● Records:
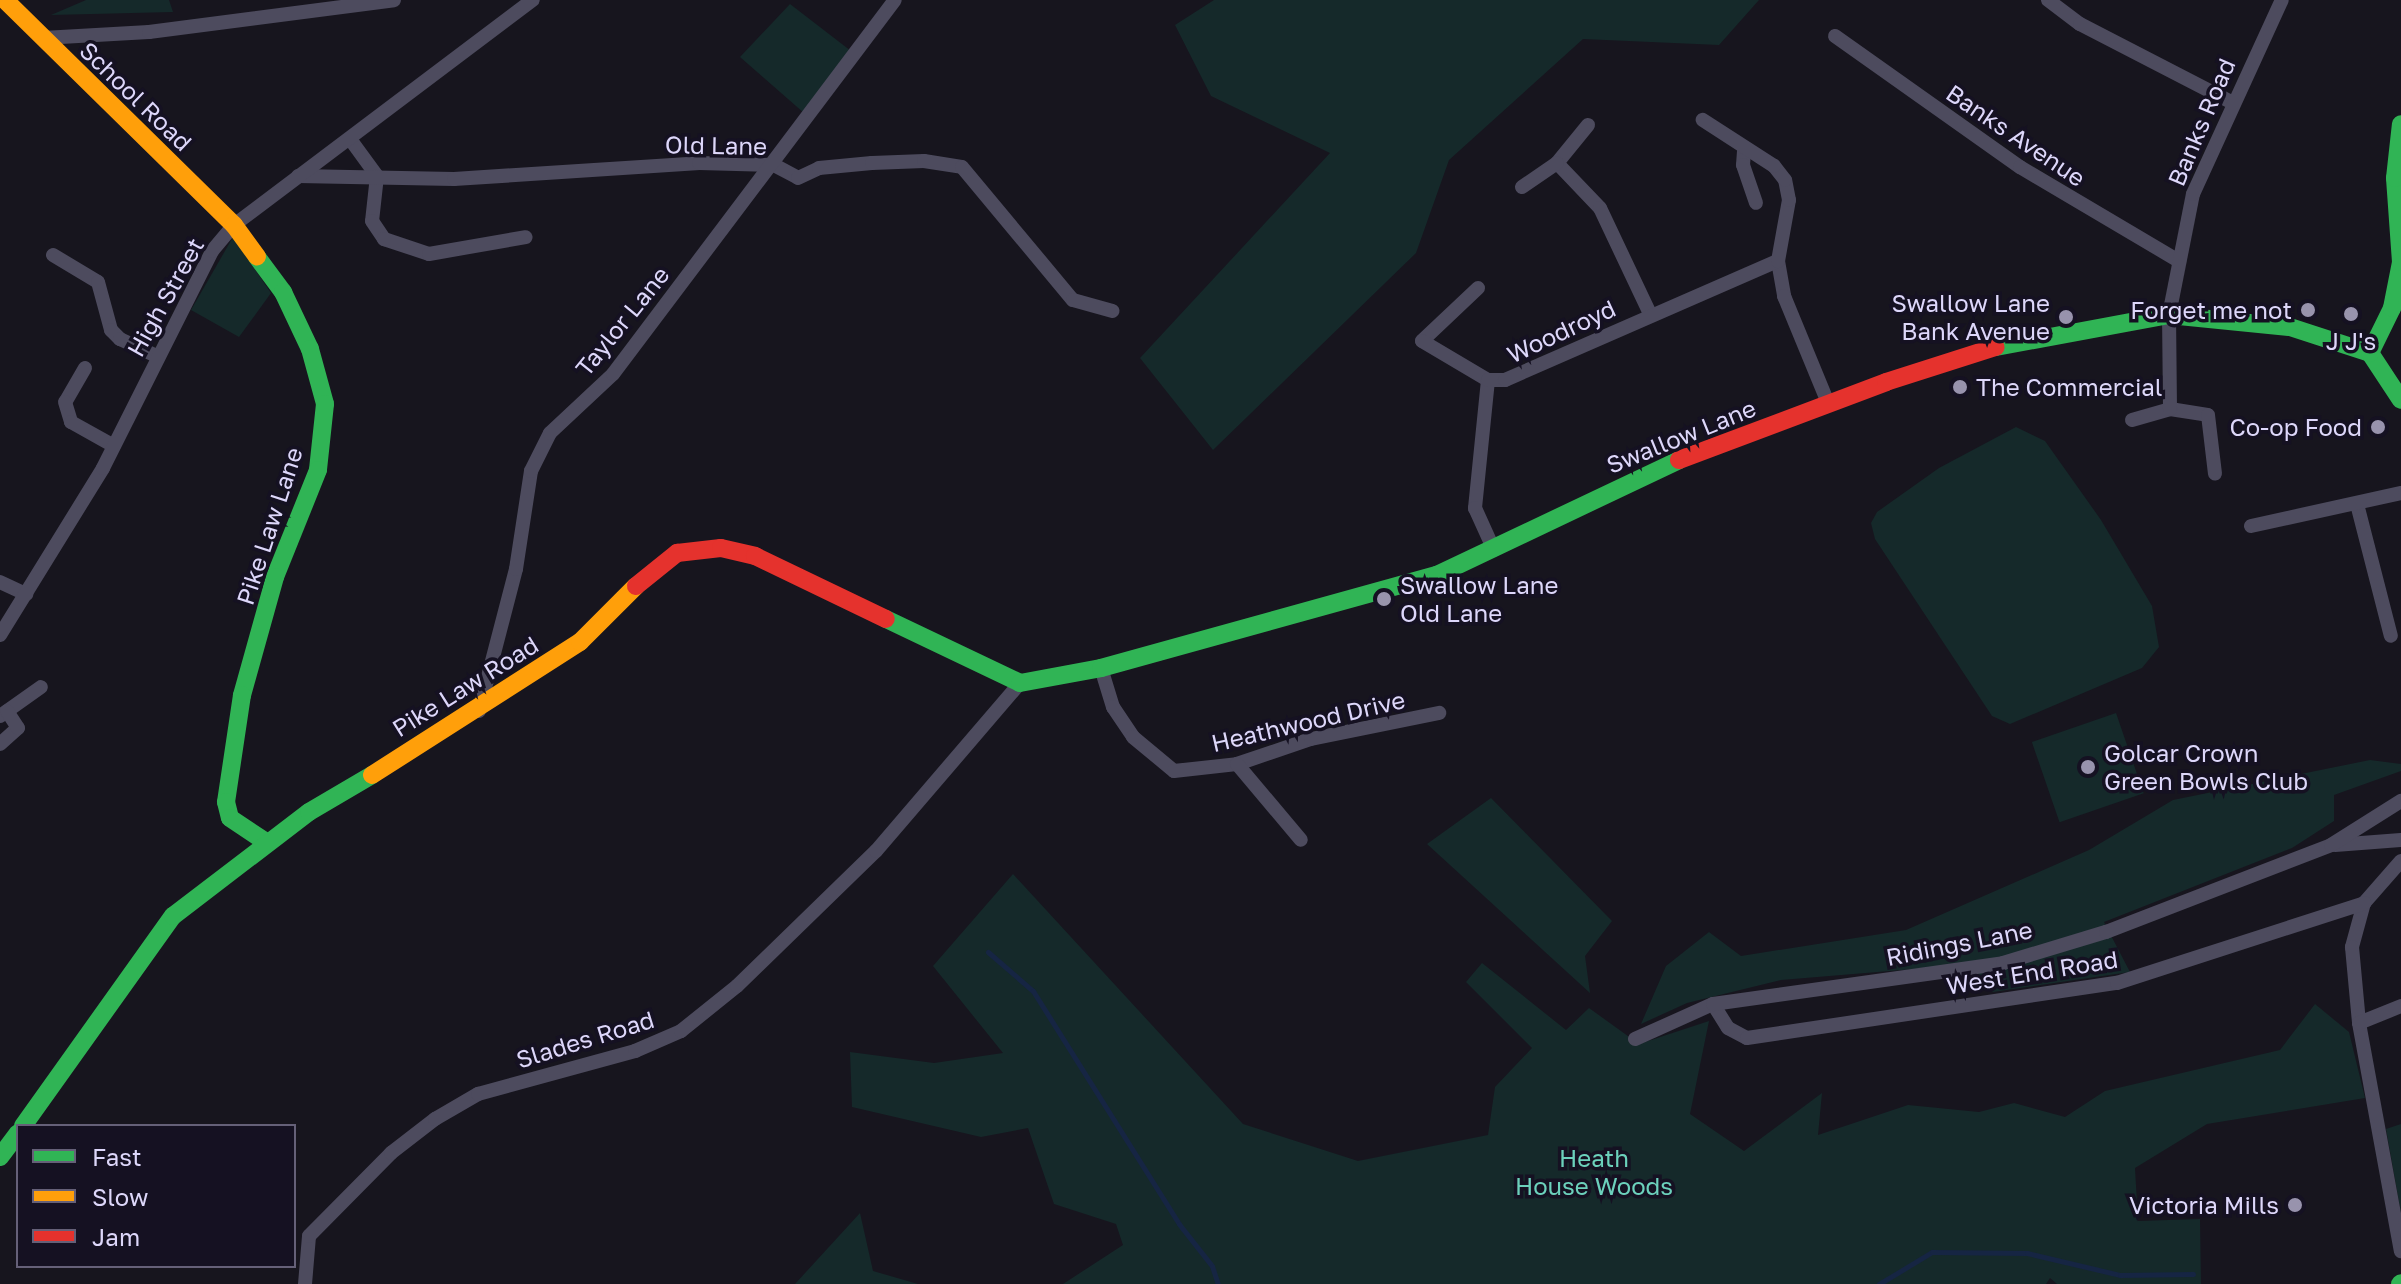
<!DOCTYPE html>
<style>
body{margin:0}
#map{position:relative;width:2401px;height:1284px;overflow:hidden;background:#17151e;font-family:"Golos Text",sans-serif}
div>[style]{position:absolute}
.green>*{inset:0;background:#15292a;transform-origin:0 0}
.stream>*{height:5px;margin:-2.5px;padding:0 2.5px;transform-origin:2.5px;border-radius:2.5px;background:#162543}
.street>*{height:14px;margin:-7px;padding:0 7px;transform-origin:7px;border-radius:7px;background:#4d4b5e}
.fast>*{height:18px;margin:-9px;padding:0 9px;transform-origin:9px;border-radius:9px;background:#30b455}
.slow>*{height:18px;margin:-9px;padding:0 9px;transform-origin:9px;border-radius:9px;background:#ff9f0a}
.jam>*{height:18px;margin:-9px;padding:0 9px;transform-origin:9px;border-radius:9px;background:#e5322d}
.dots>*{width:22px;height:22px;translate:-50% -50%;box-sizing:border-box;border:4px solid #151122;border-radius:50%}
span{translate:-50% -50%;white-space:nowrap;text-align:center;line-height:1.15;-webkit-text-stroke:7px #151122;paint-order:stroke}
.street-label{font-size:24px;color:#ddd7fa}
.poi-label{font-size:24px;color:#ddd7fa}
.right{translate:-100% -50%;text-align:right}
.left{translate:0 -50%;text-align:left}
.park-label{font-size:24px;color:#6cd1bc}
.legend{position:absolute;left:16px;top:1124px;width:280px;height:144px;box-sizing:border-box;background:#151122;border:2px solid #656078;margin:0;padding:10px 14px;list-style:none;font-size:24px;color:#ddd7fa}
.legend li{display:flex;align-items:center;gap:16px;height:40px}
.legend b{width:40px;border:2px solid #656078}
</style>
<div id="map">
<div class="green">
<i style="clip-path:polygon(86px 0,169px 0,173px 12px,51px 15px)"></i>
<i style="clip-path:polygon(1214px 0,1759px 0,1719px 45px,1583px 39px,1449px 160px,1416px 253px,1213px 450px,1140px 358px,1330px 153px,1211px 96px,1175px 25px)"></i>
<i style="clip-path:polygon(790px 4px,851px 51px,804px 113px,740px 57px)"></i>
<i style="clip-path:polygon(233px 237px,271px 293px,239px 337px,191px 310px)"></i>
<i style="clip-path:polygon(2016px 427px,2045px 441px,2101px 520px,2152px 606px,2159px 647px,2142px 668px,2010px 724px,1992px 716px,1875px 539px,1871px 523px,1877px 512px,1939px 468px)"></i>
<i style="left:2116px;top:713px;width:85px;height:89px;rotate:71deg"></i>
<i style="clip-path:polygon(2370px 760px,2401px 764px,2401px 771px,2334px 795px,2334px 821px,2292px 848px,2104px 922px,2130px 972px,1993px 992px,1962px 965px,1781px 980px,1687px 1003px,1641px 1024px,1666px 966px,1709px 932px,1741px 956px,1906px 930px,2089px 850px,2173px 800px)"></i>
<i style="clip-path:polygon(1491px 798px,1612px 921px,1585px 956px,1590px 993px,1427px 844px)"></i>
<i style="clip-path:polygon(1013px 874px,1243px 1124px,1358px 1161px,1488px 1135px,1495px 1087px,1532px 1048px,1466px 982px,1482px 963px,1566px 1030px,1589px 1008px,1639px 1044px,1709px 1021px,1690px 1114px,1744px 1151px,1822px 1093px,1818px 1135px,1908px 1105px,1979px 1112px,2014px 1103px,2065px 1117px,2105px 1091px,2280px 1050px,2315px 1004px,2349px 1032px,2365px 1098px,2207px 1124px,2135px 1168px,2138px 1221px,2200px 1219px,2201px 1284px,2057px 1284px,2050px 1278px,2046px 1284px,1063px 1284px,1123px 1245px,1116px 1224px,1054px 1204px,1028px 1128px,981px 1137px,852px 1107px,850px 1052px,934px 1063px,1003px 1053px,933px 966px)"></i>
<i style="clip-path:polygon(2401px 1124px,2401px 1213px,2386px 1129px)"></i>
<i style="clip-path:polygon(860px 1213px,873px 1271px,918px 1284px,795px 1284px)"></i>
</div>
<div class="stream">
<i style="left:988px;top:952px;width:60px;rotate:40.9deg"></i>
<i style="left:1033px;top:991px;width:275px;rotate:57.9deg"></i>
<i style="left:1179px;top:1224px;width:53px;rotate:51.8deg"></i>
<i style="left:1212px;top:1266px;width:19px;rotate:72deg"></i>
<i style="left:1879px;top:1284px;width:62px;rotate:-31.1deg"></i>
<i style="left:1932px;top:1252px;width:95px;rotate:0.6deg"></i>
<i style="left:2027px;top:1253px;width:96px;rotate:13.3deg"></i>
<i style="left:2120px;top:1275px;width:73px;rotate:-0.8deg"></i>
</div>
<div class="street">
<i style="left:2048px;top:0;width:40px;rotate:37deg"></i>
<i style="left:2080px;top:24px;width:170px;rotate:27.3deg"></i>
<i style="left:1835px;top:36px;width:227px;rotate:35.3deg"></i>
<i style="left:2020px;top:167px;width:185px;rotate:30.6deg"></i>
<i style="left:43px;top:38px;width:106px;rotate:-3.2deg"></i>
<i style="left:149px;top:32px;width:247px;rotate:-7.4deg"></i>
<i style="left:1588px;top:125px;width:49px;rotate:129.2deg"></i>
<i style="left:1557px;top:163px;width:62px;rotate:46.3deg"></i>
<i style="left:1600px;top:208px;width:117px;rotate:64.7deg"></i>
<i style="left:350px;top:139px;width:46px;rotate:53.9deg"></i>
<i style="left:377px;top:176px;width:45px;rotate:96.3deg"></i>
<i style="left:372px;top:221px;width:22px;rotate:56deg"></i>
<i style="left:384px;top:239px;width:47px;rotate:18.4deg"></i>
<i style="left:429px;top:254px;width:98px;rotate:-9.9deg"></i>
<i style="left:1744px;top:151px;width:14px;rotate:94deg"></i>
<i style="left:1743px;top:165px;width:40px;rotate:71.1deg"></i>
<i style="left:298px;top:176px;width:156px;rotate:1.1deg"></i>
<i style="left:454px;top:179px;width:246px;rotate:-3.7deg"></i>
<i style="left:699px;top:163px;width:75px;rotate:1.5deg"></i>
<i style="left:774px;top:165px;width:27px;rotate:28deg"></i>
<i style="left:798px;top:178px;width:23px;rotate:-25deg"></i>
<i style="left:819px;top:168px;width:53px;rotate:-5.4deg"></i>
<i style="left:872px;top:163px;width:52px;rotate:-2.2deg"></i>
<i style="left:924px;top:161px;width:38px;rotate:9deg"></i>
<i style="left:962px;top:167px;width:173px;rotate:50.2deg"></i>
<i style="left:1073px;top:300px;width:41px;rotate:15.4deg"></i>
<i style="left:1522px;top:187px;width:42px;rotate:-34.4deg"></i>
<i style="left:53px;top:255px;width:52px;rotate:31deg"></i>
<i style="left:98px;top:282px;width:50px;rotate:74.8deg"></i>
<i style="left:111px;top:330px;width:13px;rotate:45deg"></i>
<i style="left:120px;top:339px;width:40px;rotate:25deg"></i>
<i style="left:1778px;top:261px;width:36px;rotate:80deg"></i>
<i style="left:1784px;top:296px;width:118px;rotate:67.6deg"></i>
<i style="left:1478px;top:288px;width:77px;rotate:136.6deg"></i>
<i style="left:1422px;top:341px;width:77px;rotate:30.6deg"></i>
<i style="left:1488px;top:380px;width:129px;rotate:95.8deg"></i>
<i style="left:1475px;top:508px;width:46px;rotate:65.7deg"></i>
<i style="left:85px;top:368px;width:39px;rotate:120deg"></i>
<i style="left:65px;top:402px;width:21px;rotate:73deg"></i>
<i style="left:71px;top:422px;width:49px;rotate:29.2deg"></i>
<i style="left:1488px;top:380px;width:17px"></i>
<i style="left:1505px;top:380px;width:298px;rotate:-23.6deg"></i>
<i style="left:1778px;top:261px;width:62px;rotate:-79.8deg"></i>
<i style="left:1789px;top:200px;width:20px;rotate:-101deg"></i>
<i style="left:1785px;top:180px;width:18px;rotate:-128deg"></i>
<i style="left:1774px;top:166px;width:85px;rotate:-147.1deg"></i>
<i style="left:2170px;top:409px;width:38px;rotate:9deg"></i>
<i style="left:2208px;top:415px;width:59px;rotate:83.2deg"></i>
<i style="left:2132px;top:420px;width:40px;rotate:-16deg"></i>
<i style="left:2170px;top:409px;width:94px;rotate:-90.6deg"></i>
<i style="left:2169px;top:315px;width:123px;rotate:-78.8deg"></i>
<i style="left:2193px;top:194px;width:213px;rotate:-65.4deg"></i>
<i style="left:2357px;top:504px;width:136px;rotate:75.6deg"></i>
<i style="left:2251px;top:526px;width:154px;rotate:-12.4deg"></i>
<i style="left:0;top:582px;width:29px;rotate:25deg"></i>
<i style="left:0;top:635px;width:196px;rotate:-58.3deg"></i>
<i style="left:103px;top:468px;width:243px;rotate:-63.3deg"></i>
<i style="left:212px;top:251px;width:34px;rotate:-50deg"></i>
<i style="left:234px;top:225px;width:374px;rotate:-37deg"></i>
<i style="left:1101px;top:668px;width:41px;rotate:72.9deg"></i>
<i style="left:1113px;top:707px;width:36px;rotate:56deg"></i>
<i style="left:1133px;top:737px;width:53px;rotate:39.7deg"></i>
<i style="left:1174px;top:771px;width:63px;rotate:-6.3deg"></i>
<i style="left:1237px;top:764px;width:78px;rotate:-18.7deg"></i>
<i style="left:1311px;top:739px;width:131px;rotate:-11.5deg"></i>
<i style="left:479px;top:711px;width:147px;rotate:-75.4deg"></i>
<i style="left:516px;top:569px;width:99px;rotate:-81.3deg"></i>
<i style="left:531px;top:471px;width:42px;rotate:-63.4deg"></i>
<i style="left:550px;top:433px;width:86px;rotate:-43.1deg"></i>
<i style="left:613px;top:374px;width:468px;rotate:-53deg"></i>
<i style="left:0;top:716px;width:50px;rotate:-35.3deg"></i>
<i style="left:0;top:744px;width:24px;rotate:-42deg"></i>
<i style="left:18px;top:728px;width:20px;rotate:-123deg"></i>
<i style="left:1237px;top:764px;width:99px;rotate:49.9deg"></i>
<i style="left:2335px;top:845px;width:66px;rotate:-4.3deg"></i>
<i style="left:2401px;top:861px;width:56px;rotate:131.4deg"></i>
<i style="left:2364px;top:903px;width:46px;rotate:105.3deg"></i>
<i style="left:2352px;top:947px;width:76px;rotate:84.7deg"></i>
<i style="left:2359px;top:1023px;width:232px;rotate:79.6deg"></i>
<i style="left:1713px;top:1004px;width:28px;rotate:58deg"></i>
<i style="left:1728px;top:1028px;width:21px;rotate:28deg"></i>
<i style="left:1747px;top:1038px;width:374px;rotate:-8.5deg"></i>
<i style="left:2117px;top:983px;width:260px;rotate:-17.9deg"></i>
<i style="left:2359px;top:1023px;width:45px;rotate:-22deg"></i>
<i style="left:1635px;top:1039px;width:85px;rotate:-24.2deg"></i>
<i style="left:1713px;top:1004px;width:293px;rotate:-8deg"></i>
<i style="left:2003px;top:963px;width:108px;rotate:-16.8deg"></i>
<i style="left:2106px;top:932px;width:241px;rotate:-21.1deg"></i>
<i style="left:2331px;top:845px;width:83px;rotate:-32.2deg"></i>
<i style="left:305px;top:1284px;width:48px;rotate:-85.2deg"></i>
<i style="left:309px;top:1236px;width:117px;rotate:-45.3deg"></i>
<i style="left:391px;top:1153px;width:56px;rotate:-37.7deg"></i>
<i style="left:435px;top:1119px;width:50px;rotate:-30.2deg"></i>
<i style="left:478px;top:1094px;width:163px;rotate:-15.3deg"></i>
<i style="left:635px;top:1051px;width:50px;rotate:-23.5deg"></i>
<i style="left:681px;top:1031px;width:72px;rotate:-38.8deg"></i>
<i style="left:737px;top:986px;width:194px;rotate:-44.2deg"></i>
<i style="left:876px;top:851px;width:221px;rotate:-49.4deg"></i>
</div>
<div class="fast">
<i style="left:257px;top:257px;width:44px;rotate:53.4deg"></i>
<i style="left:283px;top:292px;width:63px;rotate:64.7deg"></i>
<i style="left:310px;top:349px;width:57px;rotate:74.7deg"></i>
<i style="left:325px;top:404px;width:66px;rotate:96.1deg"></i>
<i style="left:318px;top:470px;width:115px;rotate:111.9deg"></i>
<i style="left:275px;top:577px;width:123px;rotate:105.6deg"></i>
<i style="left:242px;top:695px;width:108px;rotate:98.5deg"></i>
<i style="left:226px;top:802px;width:16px;rotate:76deg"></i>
<i style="left:230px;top:818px;width:43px;rotate:33.7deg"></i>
<i style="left:1996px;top:347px;width:176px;rotate:-10.5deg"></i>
<i style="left:2169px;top:315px;width:122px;rotate:5.7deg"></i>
<i style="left:2290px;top:327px;width:84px;rotate:18deg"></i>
<i style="left:2370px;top:353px;width:56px;rotate:56.6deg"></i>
<i style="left:2370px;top:353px;width:50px;rotate:-63.9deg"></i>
<i style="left:2392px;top:308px;width:47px;rotate:-78.9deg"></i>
<i style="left:2401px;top:262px;width:84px;rotate:-94.1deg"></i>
<i style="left:2395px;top:178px;width:54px;rotate:-83.7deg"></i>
<i style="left:886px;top:619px;width:148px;rotate:25.5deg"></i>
<i style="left:1020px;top:683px;width:82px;rotate:-10.5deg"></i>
<i style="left:1101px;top:668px;width:349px;rotate:-15.5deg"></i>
<i style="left:1437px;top:575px;width:268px;rotate:-25.4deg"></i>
<i style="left:23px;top:1126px;width:258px;rotate:-54.5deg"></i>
<i style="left:173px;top:916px;width:171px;rotate:-37.4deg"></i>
<i style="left:309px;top:812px;width:73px;rotate:-30.4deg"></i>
<i style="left:0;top:1157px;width:30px;rotate:-53deg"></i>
<i style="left:2400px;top:1284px;width:1px;rotate:-45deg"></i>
</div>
<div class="slow">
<i style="left:5px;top:0;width:321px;rotate:44.5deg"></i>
<i style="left:234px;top:225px;width:39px;rotate:54deg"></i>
<i style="left:372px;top:775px;width:247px;rotate:-32.6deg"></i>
<i style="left:580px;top:642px;width:79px;rotate:-45deg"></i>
</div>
<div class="jam">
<i style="left:1679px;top:460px;width:221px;rotate:-20.6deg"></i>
<i style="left:1886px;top:382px;width:115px;rotate:-17.7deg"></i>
<i style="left:636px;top:586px;width:53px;rotate:-38.8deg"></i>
<i style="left:677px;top:553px;width:44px;rotate:-6.5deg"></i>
<i style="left:721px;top:548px;width:35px;rotate:13deg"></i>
<i style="left:755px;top:556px;width:145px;rotate:25.7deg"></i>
</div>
<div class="dots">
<i style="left:2308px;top:310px;background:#9893ad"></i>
<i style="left:2351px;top:314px;background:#9893ad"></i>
<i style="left:2066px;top:317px;background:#9893ad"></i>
<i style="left:1960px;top:387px;background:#9893ad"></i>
<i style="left:2378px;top:427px;background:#9893ad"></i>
<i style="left:1384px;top:599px;background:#9893ad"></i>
<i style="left:2088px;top:767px;background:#9893ad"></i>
<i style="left:2295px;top:1205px;background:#9893ad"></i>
</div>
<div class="street-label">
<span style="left:136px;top:96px;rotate:44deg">School Road</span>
<span style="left:2201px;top:122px;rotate:-67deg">Banks Road</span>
<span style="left:2016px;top:135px;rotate:34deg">Banks Avenue</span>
<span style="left:716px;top:145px;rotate:1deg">Old Lane</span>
<span style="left:165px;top:297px;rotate:-61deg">High Street</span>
<span style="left:622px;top:321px;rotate:-51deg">Taylor Lane</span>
<span style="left:1561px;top:331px;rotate:-25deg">Woodroyd</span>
<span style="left:1681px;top:436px;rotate:-22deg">Swallow Lane</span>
<span style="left:269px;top:526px;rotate:-72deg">Pike Law Lane</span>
<span style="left:465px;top:686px;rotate:-32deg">Pike Law Road</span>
<span style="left:1308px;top:721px;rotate:-13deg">Heathwood Drive</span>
<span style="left:1959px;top:943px;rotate:-11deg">Ridings Lane</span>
<span style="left:2032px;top:972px;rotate:-9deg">West End Road</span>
<span style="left:585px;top:1039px;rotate:-17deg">Slades Road</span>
</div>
<div class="poi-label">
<span class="right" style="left:2050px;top:317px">Swallow Lane<br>Bank Avenue</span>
<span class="right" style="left:2292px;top:310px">Forget me not</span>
<span style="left:2351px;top:341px">J J's</span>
<span class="left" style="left:1976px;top:387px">The Commercial</span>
<span class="right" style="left:2362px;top:427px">Co-op Food</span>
<span class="left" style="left:1400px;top:599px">Swallow Lane<br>Old Lane</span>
<span class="left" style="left:2104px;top:767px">Golcar Crown<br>Green Bowls Club</span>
<span class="right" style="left:2279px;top:1205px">Victoria Mills</span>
</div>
<div class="park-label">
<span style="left:1594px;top:1172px">Heath<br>House Woods</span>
</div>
<ul class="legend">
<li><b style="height:10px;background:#30b455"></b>Fast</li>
<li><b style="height:10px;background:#ff9f0a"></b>Slow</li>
<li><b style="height:10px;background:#e5322d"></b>Jam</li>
</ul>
</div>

● What you have to do:
Each line containing "stream" belongs in the answer; pick these out of the material and copy them.

● Completed exercise:
.stream>*{height:5px;margin:-2.5px;padding:0 2.5px;transform-origin:2.5px;border-radius:2.5px;background:#162543}
<div class="stream">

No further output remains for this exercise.